Volume 2 of the expansive 40-year work focuses primarily on the rituals of life, death, and the divine. It deconstructs preconceived notions and misguided stereotypes of Africa that pervade in America. Like Voodoo, the main religion of many African countries, has nothing to do with pins and needles. But instead, focuses on hope and spiritual well-being.
The pictures are raw but enchanting. Their wide-angled portraits are always met with a dramatic backdrop and multicolored sky highlighting the multi-cultural textures and vibrancies of the African countries. Like dressing up as purveyors of the moon to bring good energy to the land, dancing during nightfall to the men who walk on giant wooden stills to entertain the ancestors. Each subject, whether it be the people participating or the landscape they perform in, is given equal footing and breath.
The beauty of the book goes beyond the colors, costumes and masks that make up the traditions but also relays perspective. It is a reminder that there are various ways in which you can live, ideals that are opposite traditional Western values. No suits, no phones, no petty concerns, no money. What the book demonstrates is the act of community and a focus on the divine. One many of the people are akin to focus on and treat the idea of passing into another plane of existence with seriousness and clarity.

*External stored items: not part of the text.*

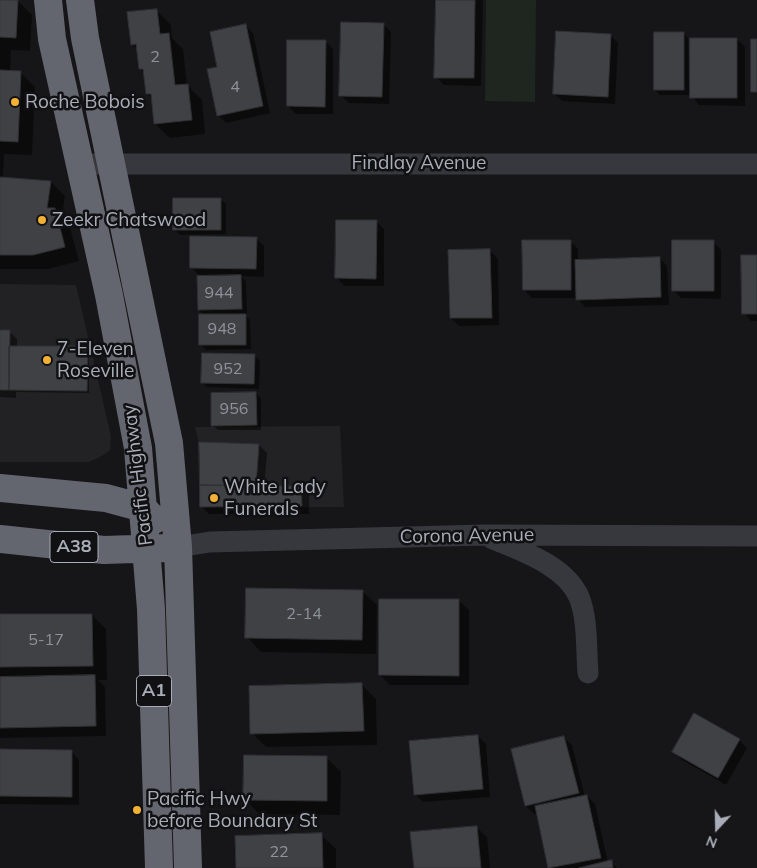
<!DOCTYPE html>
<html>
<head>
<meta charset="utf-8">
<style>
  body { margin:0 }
  #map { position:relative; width:757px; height:868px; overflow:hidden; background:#161618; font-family:Mulish,sans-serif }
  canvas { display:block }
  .north { position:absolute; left:692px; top:803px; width:50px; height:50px; -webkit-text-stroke:4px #111113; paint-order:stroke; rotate:201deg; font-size:14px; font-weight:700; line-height:20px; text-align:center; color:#a8adb8 }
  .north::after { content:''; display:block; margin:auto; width:18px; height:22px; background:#a8adb8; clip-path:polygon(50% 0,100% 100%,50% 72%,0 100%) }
</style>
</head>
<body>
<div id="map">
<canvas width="757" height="868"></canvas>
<div class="north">N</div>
</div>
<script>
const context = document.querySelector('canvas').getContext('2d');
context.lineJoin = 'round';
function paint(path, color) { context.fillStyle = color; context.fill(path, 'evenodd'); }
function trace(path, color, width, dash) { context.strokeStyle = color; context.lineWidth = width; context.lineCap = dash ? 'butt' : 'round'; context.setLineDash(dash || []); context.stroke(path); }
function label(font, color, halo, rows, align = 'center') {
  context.font = font + ' Mulish,sans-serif'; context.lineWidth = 5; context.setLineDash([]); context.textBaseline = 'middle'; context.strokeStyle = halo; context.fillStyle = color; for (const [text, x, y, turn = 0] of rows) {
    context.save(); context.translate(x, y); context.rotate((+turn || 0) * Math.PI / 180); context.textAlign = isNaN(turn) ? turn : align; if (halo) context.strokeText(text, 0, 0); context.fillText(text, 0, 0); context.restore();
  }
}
paint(new Path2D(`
  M0 284 76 285 111 436 110 450 102 456 89 462H0Z
  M340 426 344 507H200V446L195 427Z`), '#222225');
paint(new Path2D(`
  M486 0H536L535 102 485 101Z`), '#1e261f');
paint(new Path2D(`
  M0 0H17L32 15 30 51 11 50 10 72H20L35 87 32 155 4 154 3 178 51 182 65 196 62 216 69 224 79 261 48 269H0Z
  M437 0H483L481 86 444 85 436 77Z
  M157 11 171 25 172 38 183 49 187 85 202 100 205 134 170 138 155 124 153 100 147 94 145 74 140 69 138 50 132 44Z
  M383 24 391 32 389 104 349 103 341 95Z
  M245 25 253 33 270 113 226 123 218 115 219 68Z
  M683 33 688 38 689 85 737 39 745 47V106L699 105 691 95H660L655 90Z
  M610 35 618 43 615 104 562 101 554 93Z
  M325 41 333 49V114H296L288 106Z
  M220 199 226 204V234L180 235 174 229Z
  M376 221 384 229V286H344L337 278Z
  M256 238 264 246V277L240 276 246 281 247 314H244L250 320 251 349 206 350 200 344 204 315 199 310 201 277 191 267Z
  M570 241 578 249V261L660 258 667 266 669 305 585 307 577 298H532L524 290Z
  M713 242 721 250V299L681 298 673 290Z
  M490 251 498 259 499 325 459 326 451 318Z
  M757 256V321H751L744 313Z
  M0 331H9L17 339V347L87 348 89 350V393L16 392V398L0 397Z
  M255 356 260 361 259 389 207 387 202 382Z
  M256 393 261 399V430H218L212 425Z
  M259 445 267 453 264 487H301L309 495V514H209L201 506Z
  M362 591 377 605 376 654 261 652 247 637Z
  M458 600 469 610V685H390L380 675Z
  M92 615 106 629 107 680H98L105 687 106 736 0 738V616Z
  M362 685 376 699 377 745 266 747 252 733Z
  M478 736 486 744 490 797 423 802 415 794Z
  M564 738 572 745 585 797 587 796 595 804 608 863 611 862 617 868H549L538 813 534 814 526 806Z
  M739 740 747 748 726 785 682 760 674 752Z
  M0 751 72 752 79 760V805L0 804Z
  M327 758 341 772 340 815 259 814 245 799Z
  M476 827 487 837 490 868H415Z
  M321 835 336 849V868H238Z`), '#0007');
const building = new Path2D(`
  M0 0H18L16 38 0 37Z
  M436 0H475L474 78H434Z
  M157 9 160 34 169 33 175 85 188 84 192 120 154 124 151 94H146L143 69H139L136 44 131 45 127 12Z
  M341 22 384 23 382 97 339 96Z
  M246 24 263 106 217 116 207 69 217 67 210 32Z
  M556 31 611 34 608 97 553 94Z
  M654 32H684V90H654Z
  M690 38H737V98H690Z
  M751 39H757V92H751Z
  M287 40H326L325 107 287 106Z
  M0 70 21 71 18 142 0 141Z
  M0 177 51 181 47 208H55L65 247 33 255H0Z
  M173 198H221V230H173Z
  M336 220H377L376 279 335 278Z
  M190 236 257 237 256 269 190 268Z
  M522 240H571V290H523Z
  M672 240H714V291H672Z
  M490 249 492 318H450L448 250Z
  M741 255H757V314H742Z
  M660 257 661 297 576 300 575 260Z
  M241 275 242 309 198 310 197 276Z
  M199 314H246V345H199Z
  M0 330H10L9 390H0Z
  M9 346H88L87 391 9 390Z
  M202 353 255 354 254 384 201 383Z
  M256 392 257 425 211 426V393Z
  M199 442 259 444 256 486 200 485Z
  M200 485 301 486 302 506 200 507Z
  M246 588 363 590 362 640 245 638Z
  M379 599H459V676L379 675Z
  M0 614H92L93 666 0 667Z
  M95 675 96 726 0 728V677Z
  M362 683 364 731 250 734 249 686Z
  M694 713 740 739 718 778 672 752Z
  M478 735 483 789 414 795 409 741Z
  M564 736 579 793 525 806 511 749Z
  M0 749 72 750V797L0 796Z
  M244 755 327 756V801L243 800Z
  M587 795 601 858 548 868 535 806Z
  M477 826 481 868H414L410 832Z
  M322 833 323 868H236L235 836Z
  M612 860 613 868H579Z`);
paint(building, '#404145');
trace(building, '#303034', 1);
trace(new Path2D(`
  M81 164H757
  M491 538C521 551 565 565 579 597 588 619 586 649 588 673
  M178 547 210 542 485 535 757 536`), '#37383d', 21);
trace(new Path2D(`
  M48 0 52 39 109 295 138 448 151 609 159 868
  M80 0 85 38 169 443 178 547 188 868
  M0 488 106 498 143 508 154 520
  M0 539 104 550 164 548`), '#63666e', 28);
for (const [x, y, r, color] of [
  [15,102,5,"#f2b134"],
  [42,220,5,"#f2b134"],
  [47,360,5,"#f2b134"],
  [214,498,5,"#f2b134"],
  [137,810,5,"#f2b134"]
]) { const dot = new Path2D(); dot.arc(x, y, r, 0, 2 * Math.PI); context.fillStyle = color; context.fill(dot); trace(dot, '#111113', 2); }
label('16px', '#8e929b', null, [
  ["2",155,57],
  ["4",235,87],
  ["944",219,293],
  ["948",222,329],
  ["952",228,369],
  ["956",234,409],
  ["2-14",304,614],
  ["5-17",46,640],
  ["22",279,852]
]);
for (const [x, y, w] of [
  [74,547,48],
  [154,691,35]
]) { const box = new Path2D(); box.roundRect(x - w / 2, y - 15.5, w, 31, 4); context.fillStyle = '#111113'; context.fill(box); trace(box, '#a8adb8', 1); }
label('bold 18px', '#a8adb8', null, [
  ["A38",74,547],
  ["A1",154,691]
]);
label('19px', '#a8adb8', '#111113', [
  ["Roche Bobois",25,102],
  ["Zeekr Chatswood",52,220],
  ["7-Eleven",57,349],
  ["Roseville",57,371],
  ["White Lady",224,487],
  ["Funerals",224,509],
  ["Pacific Hwy",147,799],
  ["before Boundary St",147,821]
], 'left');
label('19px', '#a8adb8', '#111113', [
  ["Findlay Avenue",419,163],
  ["Pacific Highway",138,475,-97],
  ["Corona Avenue",467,536,-1]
]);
</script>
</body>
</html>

It doesn’t seem real or possible that this book has come into existence. It is an admirable act of perseverance to include every possible detail to ensure that every picture is contextualized and understood. African Twilight should be mandatory reading for anyone who wants a visual study of how rich and important African culture is. As a continent that is an afterthought, we should remind ourselves that Africa was the birthplace of the first human, our origin lies there and should be treated with dignity, as this book does.